As a soloist, Biondi is well-known for pushing the interpretive envelope through performances of irrepressible verve, passion, and drive — or, as one critic bluntly called it, “going hell for leather.” Unsurprisingly, this approach carries over to Europa Galante, as well, which is rooted in a desire to liberate historical performance from conventional dogmas. “My aim is that Europa Galante will bring its own twenty-first-century reading, a contemporary perspective to Baroque music,” Biondi noted in an interview published in Goldberg magazine several years ago. “It’s not a question of re-creating music as we think it was played in the past, but of allowing it to be heard afresh through a modern prism.”
In crafting these new approaches, Biondi does a good deal of homework, fervently researching early Italian repertory and the conditions that allowed it to thrive. “By removing the cobwebs from works that are no longer well-known, we can gradually understand these [conditions],” he states. “There is so much to discover. Libraries are full of treasures just waiting to be found; their collections are amazingly rich, even in terms of major composers.” Especially attracting his interest are composers who were popular in their own lifetime but are ignored nowadays. “Locatelli, for instance, was unknown until [recently], but in the eighteenth century his bold, virtuosic instrumental writing made him one of the stars of the musical firmament,” Biondi notes.

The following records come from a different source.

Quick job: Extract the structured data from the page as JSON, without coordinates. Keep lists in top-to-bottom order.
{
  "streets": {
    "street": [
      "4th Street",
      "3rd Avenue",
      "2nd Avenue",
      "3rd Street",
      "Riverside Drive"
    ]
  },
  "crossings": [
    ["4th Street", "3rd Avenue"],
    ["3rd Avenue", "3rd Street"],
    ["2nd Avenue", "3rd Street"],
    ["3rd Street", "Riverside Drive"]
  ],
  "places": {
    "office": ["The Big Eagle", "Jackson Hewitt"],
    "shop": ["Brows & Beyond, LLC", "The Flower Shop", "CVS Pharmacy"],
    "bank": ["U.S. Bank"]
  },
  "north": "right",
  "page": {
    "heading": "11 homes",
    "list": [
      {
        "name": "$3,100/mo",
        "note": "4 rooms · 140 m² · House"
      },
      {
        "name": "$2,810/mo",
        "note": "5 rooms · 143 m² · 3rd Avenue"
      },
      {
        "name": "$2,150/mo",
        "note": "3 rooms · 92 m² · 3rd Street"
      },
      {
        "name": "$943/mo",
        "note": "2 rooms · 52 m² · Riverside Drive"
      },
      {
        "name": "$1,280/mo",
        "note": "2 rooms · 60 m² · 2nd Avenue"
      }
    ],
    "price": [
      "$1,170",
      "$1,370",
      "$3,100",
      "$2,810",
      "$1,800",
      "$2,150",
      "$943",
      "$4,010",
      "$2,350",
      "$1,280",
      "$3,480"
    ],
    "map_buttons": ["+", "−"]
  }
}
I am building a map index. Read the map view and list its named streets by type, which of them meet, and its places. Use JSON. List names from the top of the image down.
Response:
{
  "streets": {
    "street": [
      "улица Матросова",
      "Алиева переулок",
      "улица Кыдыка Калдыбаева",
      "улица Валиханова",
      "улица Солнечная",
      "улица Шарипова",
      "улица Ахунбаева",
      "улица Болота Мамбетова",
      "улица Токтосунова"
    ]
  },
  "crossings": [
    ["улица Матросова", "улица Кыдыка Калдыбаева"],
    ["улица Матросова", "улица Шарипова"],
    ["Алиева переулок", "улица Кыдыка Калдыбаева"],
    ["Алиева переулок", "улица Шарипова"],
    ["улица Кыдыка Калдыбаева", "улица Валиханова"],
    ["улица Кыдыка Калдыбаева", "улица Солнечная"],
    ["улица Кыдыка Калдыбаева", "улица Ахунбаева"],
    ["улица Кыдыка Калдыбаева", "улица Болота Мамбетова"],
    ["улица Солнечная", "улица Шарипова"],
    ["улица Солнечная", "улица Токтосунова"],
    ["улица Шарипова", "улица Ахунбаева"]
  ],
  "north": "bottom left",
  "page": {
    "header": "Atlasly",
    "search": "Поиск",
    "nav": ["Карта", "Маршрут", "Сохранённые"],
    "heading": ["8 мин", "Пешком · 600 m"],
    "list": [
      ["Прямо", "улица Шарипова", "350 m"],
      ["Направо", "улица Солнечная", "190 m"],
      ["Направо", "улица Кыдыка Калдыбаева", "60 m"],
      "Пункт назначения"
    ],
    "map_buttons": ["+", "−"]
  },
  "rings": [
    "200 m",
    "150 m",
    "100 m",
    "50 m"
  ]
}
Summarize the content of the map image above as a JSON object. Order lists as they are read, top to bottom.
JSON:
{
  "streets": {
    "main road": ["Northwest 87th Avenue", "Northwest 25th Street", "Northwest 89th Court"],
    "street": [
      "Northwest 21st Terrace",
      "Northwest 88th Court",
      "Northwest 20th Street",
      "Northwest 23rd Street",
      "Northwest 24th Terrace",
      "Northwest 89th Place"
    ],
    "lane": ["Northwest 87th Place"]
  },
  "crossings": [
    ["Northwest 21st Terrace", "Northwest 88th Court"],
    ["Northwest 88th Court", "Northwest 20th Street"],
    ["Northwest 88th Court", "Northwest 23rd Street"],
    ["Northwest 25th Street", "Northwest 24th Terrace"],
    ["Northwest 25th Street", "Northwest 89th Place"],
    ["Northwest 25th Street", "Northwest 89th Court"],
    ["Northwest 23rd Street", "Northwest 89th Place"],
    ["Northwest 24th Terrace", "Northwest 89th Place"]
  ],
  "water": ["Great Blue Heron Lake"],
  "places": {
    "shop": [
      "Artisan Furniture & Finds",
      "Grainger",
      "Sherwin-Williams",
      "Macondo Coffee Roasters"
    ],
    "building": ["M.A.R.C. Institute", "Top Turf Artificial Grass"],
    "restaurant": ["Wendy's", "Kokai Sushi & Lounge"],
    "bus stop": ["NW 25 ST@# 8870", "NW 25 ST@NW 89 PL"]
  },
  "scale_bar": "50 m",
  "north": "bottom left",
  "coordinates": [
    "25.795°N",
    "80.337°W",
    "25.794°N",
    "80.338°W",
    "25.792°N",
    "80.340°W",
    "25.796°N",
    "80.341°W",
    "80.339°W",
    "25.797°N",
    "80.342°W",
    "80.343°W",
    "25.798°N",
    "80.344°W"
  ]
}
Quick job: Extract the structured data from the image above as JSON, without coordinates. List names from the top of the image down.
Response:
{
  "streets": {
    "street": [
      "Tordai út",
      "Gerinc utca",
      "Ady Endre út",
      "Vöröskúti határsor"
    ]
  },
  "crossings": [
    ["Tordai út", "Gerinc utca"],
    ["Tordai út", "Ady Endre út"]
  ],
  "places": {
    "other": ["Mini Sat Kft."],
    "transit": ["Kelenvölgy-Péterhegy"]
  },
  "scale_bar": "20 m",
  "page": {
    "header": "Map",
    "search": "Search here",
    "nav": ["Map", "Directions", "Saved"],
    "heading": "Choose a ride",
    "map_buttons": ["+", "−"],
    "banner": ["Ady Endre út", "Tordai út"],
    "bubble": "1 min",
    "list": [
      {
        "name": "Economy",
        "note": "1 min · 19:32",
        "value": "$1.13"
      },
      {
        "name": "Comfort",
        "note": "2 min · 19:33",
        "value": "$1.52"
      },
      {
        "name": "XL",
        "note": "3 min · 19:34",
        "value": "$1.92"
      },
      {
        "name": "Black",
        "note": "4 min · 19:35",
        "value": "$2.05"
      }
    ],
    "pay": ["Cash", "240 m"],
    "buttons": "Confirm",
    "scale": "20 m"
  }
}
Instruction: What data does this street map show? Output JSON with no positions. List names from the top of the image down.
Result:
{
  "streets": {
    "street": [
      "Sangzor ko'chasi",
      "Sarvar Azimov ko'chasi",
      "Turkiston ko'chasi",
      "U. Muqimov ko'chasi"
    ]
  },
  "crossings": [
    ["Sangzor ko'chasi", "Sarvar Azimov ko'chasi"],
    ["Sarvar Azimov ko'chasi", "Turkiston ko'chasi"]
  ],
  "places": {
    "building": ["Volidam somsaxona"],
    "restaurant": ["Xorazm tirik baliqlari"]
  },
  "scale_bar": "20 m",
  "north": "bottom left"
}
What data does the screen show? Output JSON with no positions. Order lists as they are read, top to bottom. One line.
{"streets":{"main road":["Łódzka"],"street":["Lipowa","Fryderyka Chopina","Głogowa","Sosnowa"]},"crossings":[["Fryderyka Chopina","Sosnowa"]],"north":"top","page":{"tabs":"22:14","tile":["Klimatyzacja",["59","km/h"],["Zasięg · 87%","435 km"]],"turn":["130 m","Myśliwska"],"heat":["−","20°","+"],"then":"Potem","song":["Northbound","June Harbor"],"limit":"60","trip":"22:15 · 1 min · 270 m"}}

This “Locatelli” refers to Pietro Antonio Locatelli, whose virtuosity shines brightly in his Concerto Grosso Op. 1, No. 5. This piece exploits the technical fluidity that has led some to call Locatelli a predecessor to Paganini. It’s also one of the more enlivening works on Europa Galante’s program, along with Giovanni Battista Sammartini’s Sinfonia in G Minor, JC 57, a work of throbbing buoyancy that anticipates the Sturm und Drang style of Franz Joseph Haydn.
For more sweetly sounding ear candy, Pietro Nardini’s Concerto for Violin Op. 1, No. 1, fits the bill. As both a composer and a violinist, Nardini embraced qualities of melodic grace and sentimentality, prompting Leopold Mozart to observe that “the beauty, purity and equality of his tone, and the tastefulness of his cantabile playing, cannot be surpassed; but he does not execute great difficulties.” Also on the lighter side is Georg Philipp Telemann’s Ouverture à Quatre, in F major, heavily influenced by French rococo style, while Arcangelo Corelli’s Concerto Grosso Op. 6, No. 11, bridges the gap between sweet and scintillating.
A final work on the program is Telemann’s Concerto in A Major for flute, violin, cello, and strings, TWV 53. Although renowned for his eye-popping productivity in all musical genres (he was dubbed “most prolific composer” by the Guinness Book of World Records not long ago), Telemann professed ambivalence toward the concerto, claiming that “since the concerto form was never close to my heart, it was immaterial to me whether I wrote a great many or not.” He nevertheless ended up being a typical overachiever, writing more than 170 such works.